Well here’s an interesting story, I found out about this movie while watching a 1990s rugrats VHS tape not too long ago. Why was I doing this? Well why are you being so judgy? Point is it looked like absolute shit. Me and man thing then proceeded the long and painful task of watching this movie. Yeah I know I’m essentially giving away the whole review right now but fuck it this movie sucks. Let’s talk about it.
The film begins in some south American desert, where some fat guy, who we will only call fat guy, is traversing through the jungle. This is intercut with scenes of us learning about our main characters lives, boy likes elvis, girl likes girl things, dad is a freelance archaeologist. They live on the farm in the middle of Ohio, meaning now the boys name is Tosh. Tosh really likes elvis for some reason. Don’t question it,I don’t wanna be remembering this movie for any longer than I have to.
Fat guy returns from the jungle with a cooler full of dinosaur eggs. At the same time, Tosh’s dad finds some fossils and puts them in a cooler that looks exactly like fat guys cooler. They all go to Fat Guys pawn shop, put down their coolers and talk for a bit. After feeling ripped off, the family decides to leave, and they get their dog to get the cooler, but he accidentally takes the wrong cooler!
They ride back home, and the dog takes the cooler into the basement. The family tries their weakest to find the cooler, doesn’t find shit, then just start chilling. Suddenly fat guy is at the door asking for the cooler, but the dad says they don’t have it, then fat guy leaves. He starts interrogating the pawn shop janitor, Whitey, and some lady the dad is into who also works there. Back at the house, the eggs hatch and Tosh and his sister find out, with the dad finding out soon after.
Fat guy starts getting very physical while interrogating the woman, and eventually she grabs a rock and knocks him out. She runs out and goes to the dads house, and now she’s roped into all this. The next, like, 20 minutes of this movie is just shenanigans involving the dinosaurs. What they should be named, feeding issues, bla bla bla all that nonsense. So let’s skip ahead now.
There aren’t characters in this movie, there’s character traits. Tosh likes Elvis! This is his whole personality. Tosh’s sister is a girl! This is her whole personality. The dinosaurs suck. They have no personality, but hey at least it makes sense there, they’re just animals. The acting is also pretty bad, which hey this is predictable. Look guys this is a short one, I don’t have anything to say. Let’s just finish this.
Having finally snapped, fat guy comes in with a gun and starts interrogating the dad. He gets the T-Rex to bite him, but that just proves to fat guy that they have his eggs. He goes out to get some goons, then comes back with them, taking all the dinosaurs, except for a Pterodactyl because he flys away. The goons take the pets, as well as the lady because she knows how to take care of the dinosaurs. The dog also comes too because why not.
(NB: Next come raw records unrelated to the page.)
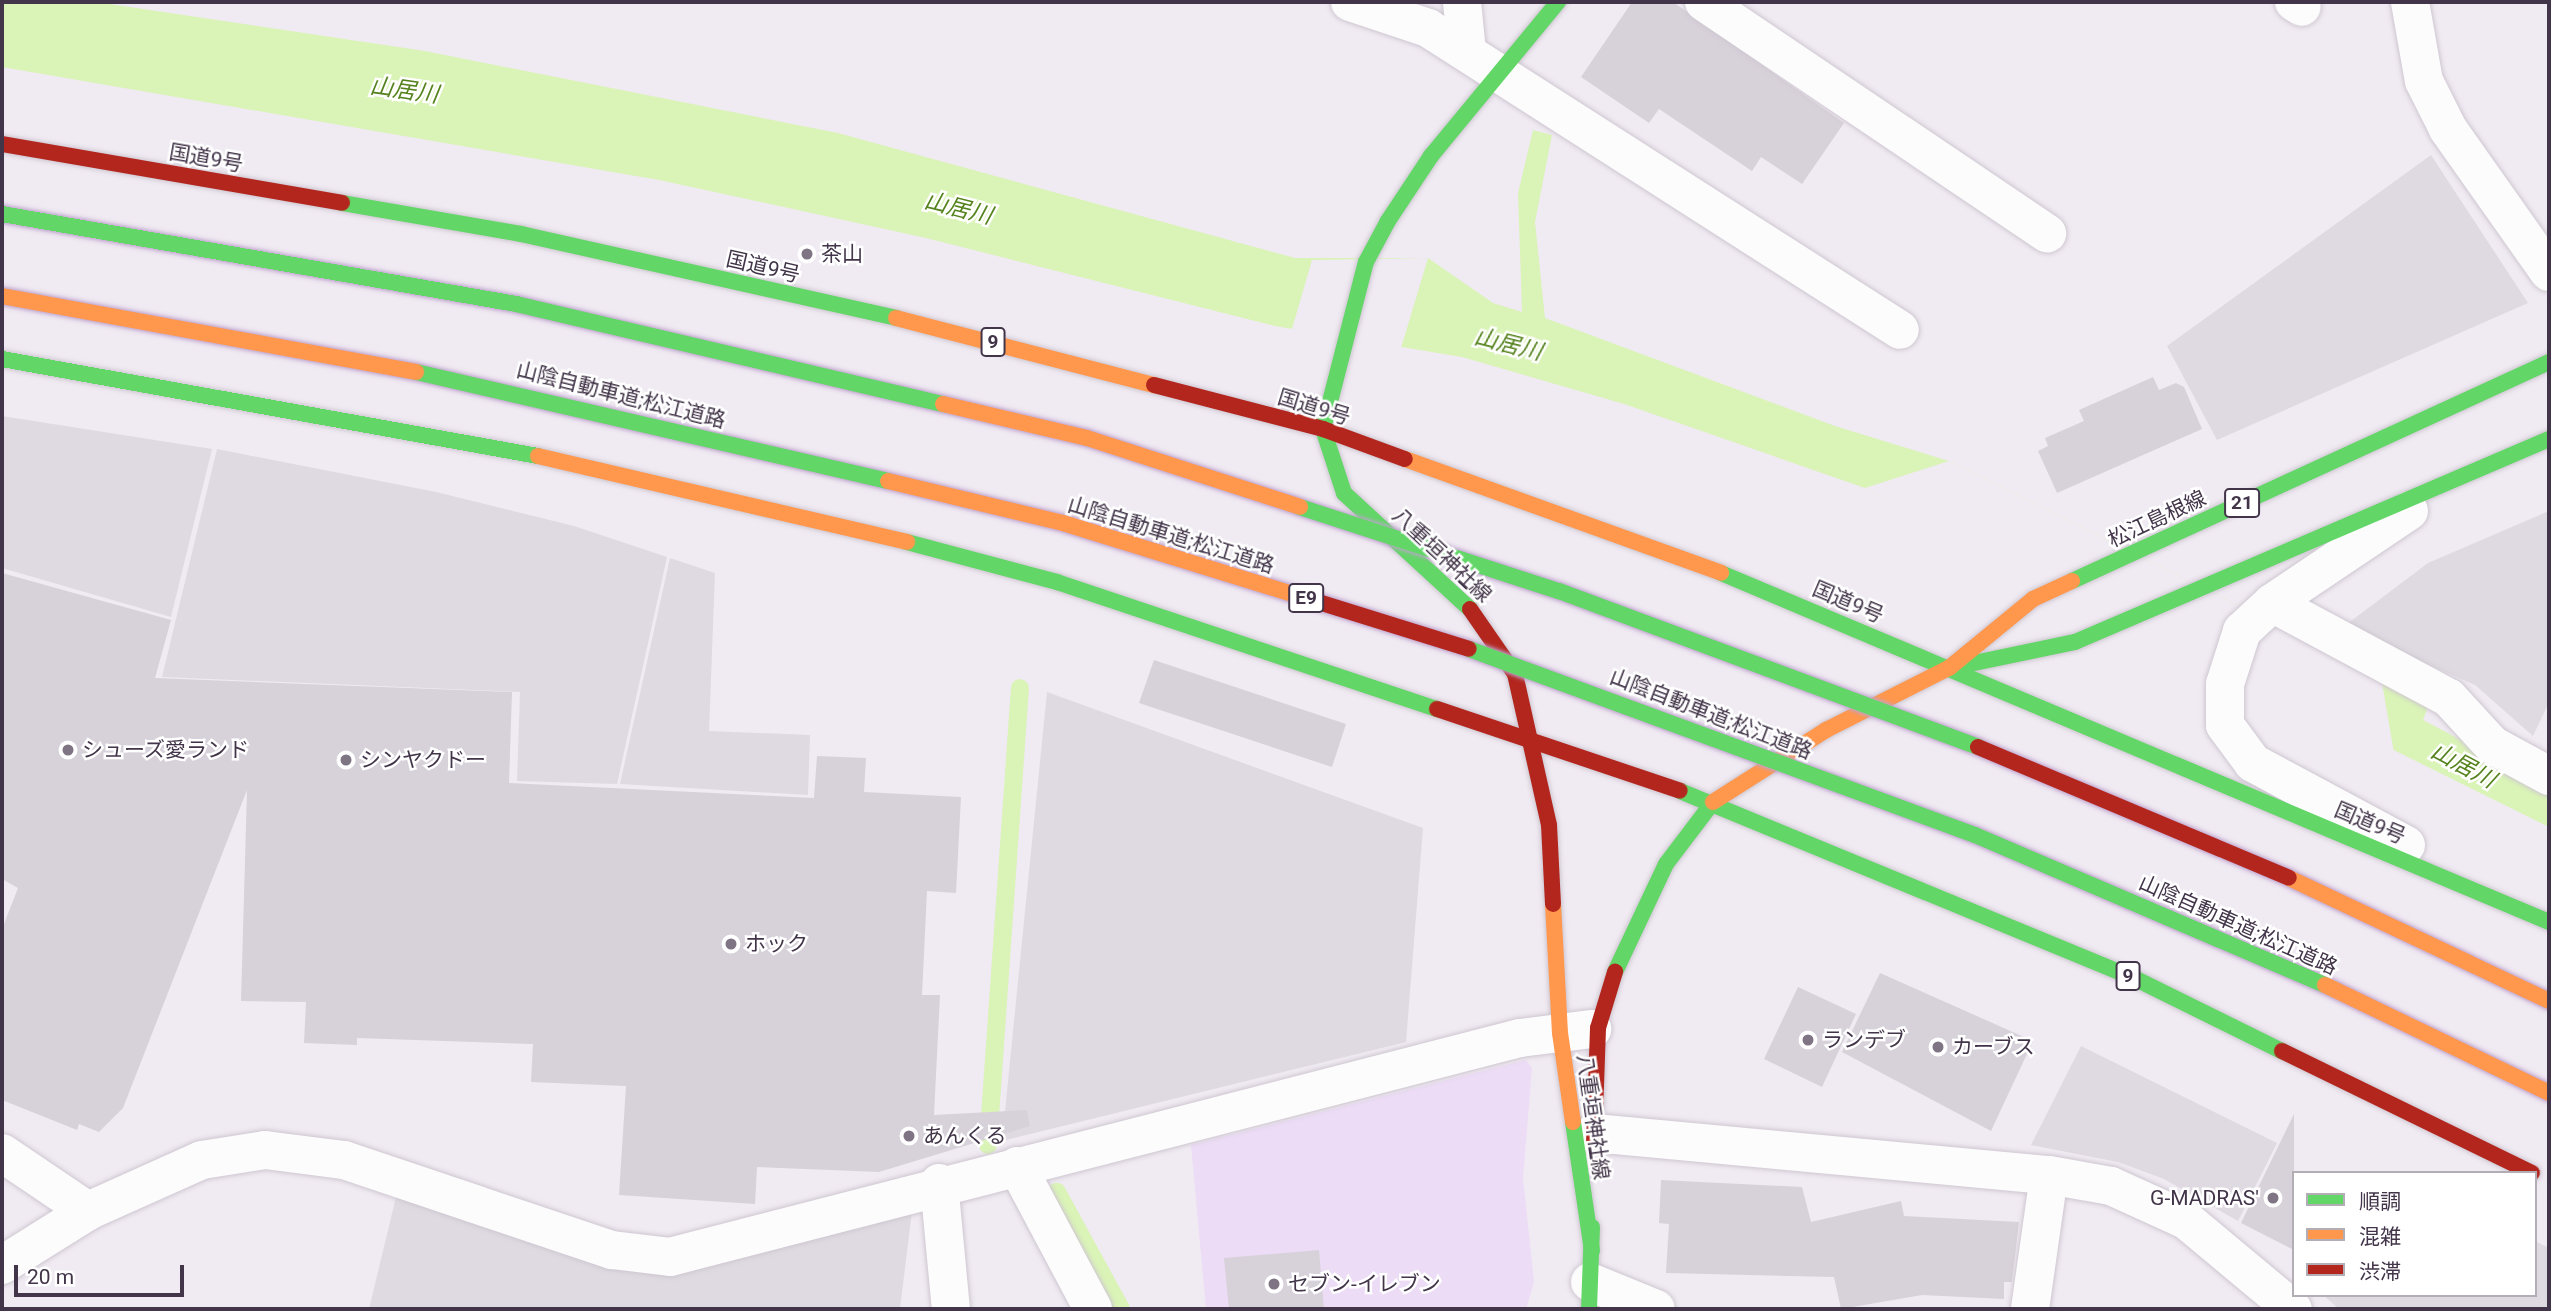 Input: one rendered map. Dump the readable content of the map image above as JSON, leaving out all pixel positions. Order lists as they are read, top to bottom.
{
  "streets": {
    "main road": [
      "国道9号",
      "9",
      "山陰自動車道;松江道路",
      "21",
      "松江島根線",
      "八重垣神社線",
      "E9"
    ]
  },
  "crossings": [
    ["国道9号", "松江島根線"],
    ["国道9号", "八重垣神社線"],
    ["9", "松江島根線"],
    ["9", "八重垣神社線"],
    ["松江島根線", "八重垣神社線"]
  ],
  "water": ["山居川"],
  "places": [
    "茶山",
    "シューズ愛ランド",
    "シンヤクドー",
    "ホック",
    "ランデブ",
    "カーブス",
    "あんくる",
    "G-MADRAS'",
    "セブン-イレブン"
  ],
  "legend": ["順調", "混雑", "渋滞"],
  "scale_bar": "20 m"
}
The family decides they have to save the dinosaurs, and they go to the museum where they meet whitey, who is for some reason also working there and the pawn shop. He lets the family in while Fat guy is giving some speech about how he made some great discovery, and pulls back a tarp to show off the dinosaur cage, but the family pulled the ole’ switcheroo and replace the dinosaurs with the dog. The family got the dinosaurs, Dad and woman get together, and the family drives off. The end.
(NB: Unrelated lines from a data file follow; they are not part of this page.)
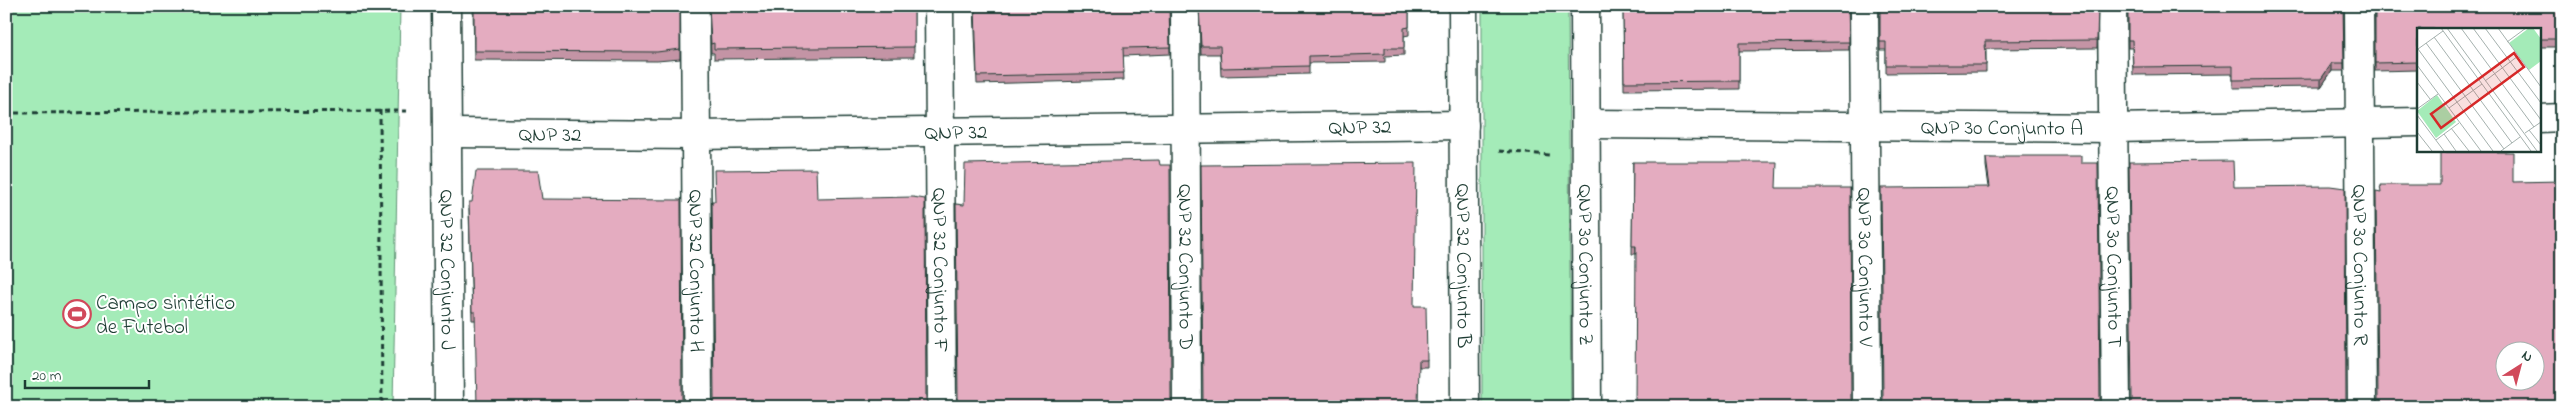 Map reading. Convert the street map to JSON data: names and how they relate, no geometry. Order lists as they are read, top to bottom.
{
  "streets": {
    "street": [
      "QNP 32",
      "QNP 30 Conjunto A",
      "QNP 30 Conjunto Z",
      "QNP 30 Conjunto R",
      "QNP 32 Conjunto B",
      "QNP 32 Conjunto D",
      "QNP 30 Conjunto V",
      "QNP 30 Conjunto T",
      "QNP 32 Conjunto J",
      "QNP 32 Conjunto F",
      "QNP 32 Conjunto H"
    ]
  },
  "crossings": [
    ["QNP 32", "QNP 32 Conjunto B"],
    ["QNP 32", "QNP 32 Conjunto D"],
    ["QNP 32", "QNP 32 Conjunto J"],
    ["QNP 32", "QNP 32 Conjunto F"],
    ["QNP 32", "QNP 32 Conjunto H"],
    ["QNP 30 Conjunto A", "QNP 30 Conjunto Z"],
    ["QNP 30 Conjunto A", "QNP 30 Conjunto R"],
    ["QNP 30 Conjunto A", "QNP 30 Conjunto V"],
    ["QNP 30 Conjunto A", "QNP 30 Conjunto T"]
  ],
  "places": {
    "sports": ["Campo sintético de Futebol"]
  },
  "scale_bar": "20 m",
  "north": "top right"
}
URRG this one was PAINFUL guys. Not only was this movie bad, but it was tap water levels of bland! There is just nothing to work with here, that’s why this review is so short, I felt like I was back on Funnyjunk again. I recommend you avoid this movie, unless like, you have a kid who likes dinosaurs and you want him to not like dinosaurs anymore. Fuck this movie, see you next week.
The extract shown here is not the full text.